The inclusions of Victor Lindelof, Harry Maguire, Tyrell Malacia, Marcel Sabitzer, Scott McTominay and Garnacho led to an uneven opening 45 minutes at Old Trafford. The central midfield partnership of Sabitzer and McTominay failed to knit together United’s attack and defence, as both men are most effective when driving with the ball into the final third. Despite McTominay’s willingness to play as the deepest midfielder, the manner in which he receives and passes the ball slowed down attempts to progress the play quickly.
Couple this with United’s rotated back four and repeated attempts from Garnacho and Antony to cut inside and shoot from wide areas, and the side lacked the attacking guile to go with their new-found defensive grit. David de Gea, who celebrated a record-breaking 181 clean sheets for Manchester United with Sir Alex Ferguson before kick-off, once again had to make many great stops to keep his team in the game.
After 12 years at Manchester United, David de Gea was recognised before the game for overtaking Peter Schmeichel’s record for the most clean sheets of any goalkeeper in the club’s history (Photo: Marc Atkins/Getty Images)
Before kick-off, Ten Hag talked up the energy levels of his wider squad, believing his players had the appetite to keep going through this draining run of matches. At half-time, one got the sense United might stumble without key players featuring in every game. Bruno Fernandes’ fitness and ability to positively affect a game are remarkable, but he is the outlier in a squad still reshaping itself.
As such, an underwhelming first half led to the United manager replacing McTominay with Casemiro ahead of the second half. But before things got better, United’s men needed a brief wake-up call.
West Ham’s opening goal came from a fortuitous/calamitous event where United’s back four switched off momentarily, believing Tomas Soucek had taken the ball out of play and given away a throw-in. The entirety of the ball had not left the field, and in that pause from United’s defence, West Ham managed to work it to Saïd Benrahma, whose shot made it 1-0 to the visitors just before the hour mark.

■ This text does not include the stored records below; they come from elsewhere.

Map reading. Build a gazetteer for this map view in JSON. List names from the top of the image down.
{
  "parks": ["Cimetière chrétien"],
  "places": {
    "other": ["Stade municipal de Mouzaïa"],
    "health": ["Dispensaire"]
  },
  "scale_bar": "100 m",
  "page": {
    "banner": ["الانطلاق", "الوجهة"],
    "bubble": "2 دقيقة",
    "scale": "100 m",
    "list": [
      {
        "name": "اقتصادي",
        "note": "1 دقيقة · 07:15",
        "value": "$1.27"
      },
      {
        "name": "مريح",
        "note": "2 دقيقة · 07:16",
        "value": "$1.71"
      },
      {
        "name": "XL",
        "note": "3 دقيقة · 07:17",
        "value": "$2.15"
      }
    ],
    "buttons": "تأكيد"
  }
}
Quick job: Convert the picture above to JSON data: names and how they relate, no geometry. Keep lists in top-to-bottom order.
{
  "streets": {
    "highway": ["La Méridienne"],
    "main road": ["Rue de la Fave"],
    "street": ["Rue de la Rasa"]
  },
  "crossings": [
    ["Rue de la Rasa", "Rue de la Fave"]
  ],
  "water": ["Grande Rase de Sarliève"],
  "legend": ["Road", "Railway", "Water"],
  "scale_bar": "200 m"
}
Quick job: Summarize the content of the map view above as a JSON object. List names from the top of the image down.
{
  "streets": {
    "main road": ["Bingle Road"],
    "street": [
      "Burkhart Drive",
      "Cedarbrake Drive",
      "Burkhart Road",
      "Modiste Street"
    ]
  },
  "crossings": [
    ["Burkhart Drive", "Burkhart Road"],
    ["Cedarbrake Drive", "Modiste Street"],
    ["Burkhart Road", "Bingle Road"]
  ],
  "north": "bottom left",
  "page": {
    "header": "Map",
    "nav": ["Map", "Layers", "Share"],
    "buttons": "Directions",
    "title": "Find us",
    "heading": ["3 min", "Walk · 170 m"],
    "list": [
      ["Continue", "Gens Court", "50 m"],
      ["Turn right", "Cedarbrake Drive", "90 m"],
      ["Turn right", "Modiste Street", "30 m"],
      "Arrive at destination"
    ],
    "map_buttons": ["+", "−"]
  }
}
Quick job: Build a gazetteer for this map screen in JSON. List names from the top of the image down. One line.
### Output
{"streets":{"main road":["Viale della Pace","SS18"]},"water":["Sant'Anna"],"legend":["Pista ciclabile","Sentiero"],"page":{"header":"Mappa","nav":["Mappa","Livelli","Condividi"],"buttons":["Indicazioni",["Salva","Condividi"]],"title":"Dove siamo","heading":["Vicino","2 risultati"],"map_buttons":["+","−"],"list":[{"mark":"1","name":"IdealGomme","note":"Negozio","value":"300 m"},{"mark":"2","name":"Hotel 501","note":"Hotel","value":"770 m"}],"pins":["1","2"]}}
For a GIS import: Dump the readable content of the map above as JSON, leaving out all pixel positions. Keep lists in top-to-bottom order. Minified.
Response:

In what was only his ninth start under Ten Hag, Harry Maguire appeared more interested in protesting against the throw-in decision than trying to prevent Benrahma’s goal. It has been a difficult 2022-23 for United’s club captain, who once again looked uncertain playing at right centre-back after spending so much of his career on the left. Maguire collected a booking in the 27th minute for a tackle on Michail Antonio when the West Ham forward looked ready to start a possible counter-attack, but was still within his own half. The 2019-20 and 2020-21 iterations of Maguire would make such a tackle and come away with the ball. The version from the past two seasons makes the tackle and then gives away a free-kick.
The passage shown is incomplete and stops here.